While doing a genetic genealogical search in 2012, I inadvertently discovered that I have two copies of the APOE-4 allele putting me at very high risk of developing Alzheimer’s dementia. However, as a neurologist, I knew that carrying the APOE-4 allele increases risk, but does not absolutely determine that one will get Alzheimer’s dementia.  Especially if there is one, not two copies of the APOE-4 alleles, then the increased risk is only about 2-fold. Other than advice on the website to seek advice from a genetic counselor, there was no support.  I did find a chat room for APOE-4 carriers, and perhaps not surprisingly, there was a dearth of information and a lot of panic. One person who had found that she had one copy of APOE-4 said she was considering suicide.  I responded to explain that there was a very good chance that she would never get Alzheimer’s dementia. Another person with a “positive” APOE-4 test revealed that he took another test at a dementia clinic and found that his original test was wrong. He did not carry any copies of the APOE-4 allele. I was surprised at the time that this sort of important genetic testing was being provided online with no apparent quality control or FDA authorization. Sure enough, in 2013 this company received a warning letter from the FDA to discontinue marketing its health-related genetic tests until it completed the agency’s regulatory review process. In 2017, FDA approval was finally granted for a direct-to-consumer test for late-onset Alzheimer’s disease risk (APOE-4).

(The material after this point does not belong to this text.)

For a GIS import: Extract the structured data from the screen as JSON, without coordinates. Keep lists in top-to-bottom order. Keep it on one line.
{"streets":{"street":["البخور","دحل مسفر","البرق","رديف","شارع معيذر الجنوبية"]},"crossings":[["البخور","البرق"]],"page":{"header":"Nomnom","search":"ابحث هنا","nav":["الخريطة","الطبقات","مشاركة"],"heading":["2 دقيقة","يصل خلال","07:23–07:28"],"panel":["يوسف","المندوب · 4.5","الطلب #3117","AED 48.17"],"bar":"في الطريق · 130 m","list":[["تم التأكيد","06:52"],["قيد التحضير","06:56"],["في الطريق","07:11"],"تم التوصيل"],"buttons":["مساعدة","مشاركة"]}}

Now the same thing appears to be happening again. A direct-to-consumer blood test for beta-amyloid is now being marketed by Quest Diagnostics. The test uses mass spectroscopy to measure the ratio of amyloid fragments Aβ42 and Aβ40 in blood plasma. The test does not have FDA approval, and there is no peer-reviewed data that experts can use to assess its value.  The only available data according to an article in Alzforum is a poster presentation given at the 2022 Alzheimer’s Association International Conference that claimed a sensitivity of 0.89, and a specificity of 0.71. The Alzheimer’s experts interviewed for the Alzforum article all agreed that this is not good enough for a direct-to-consumer test. “If it were used in a memory clinic population, where 60 percent of patients have amyloid plaques, it would misdiagnose 18 percent of them.” (Suzanne Schindler, MD, PhD at Washington University as quoted in Alzforum.)

Blood tests for amyloid and tau are getting really good, and they should be widely available soon. In my opinion, they will eventually be very important in identifying people with very early Alzheimer’s disease who might most benefit from treatment. They will largely replace the unpleasantness of a spinal tap and the expense of PET scans (except in research). For now and for the foreseeable future, the new blood tests will still need to be used in conjunction with a complete neurological exam, expert cognitive testing, and brain imaging to rule out mimics of Alzheimer’s disease.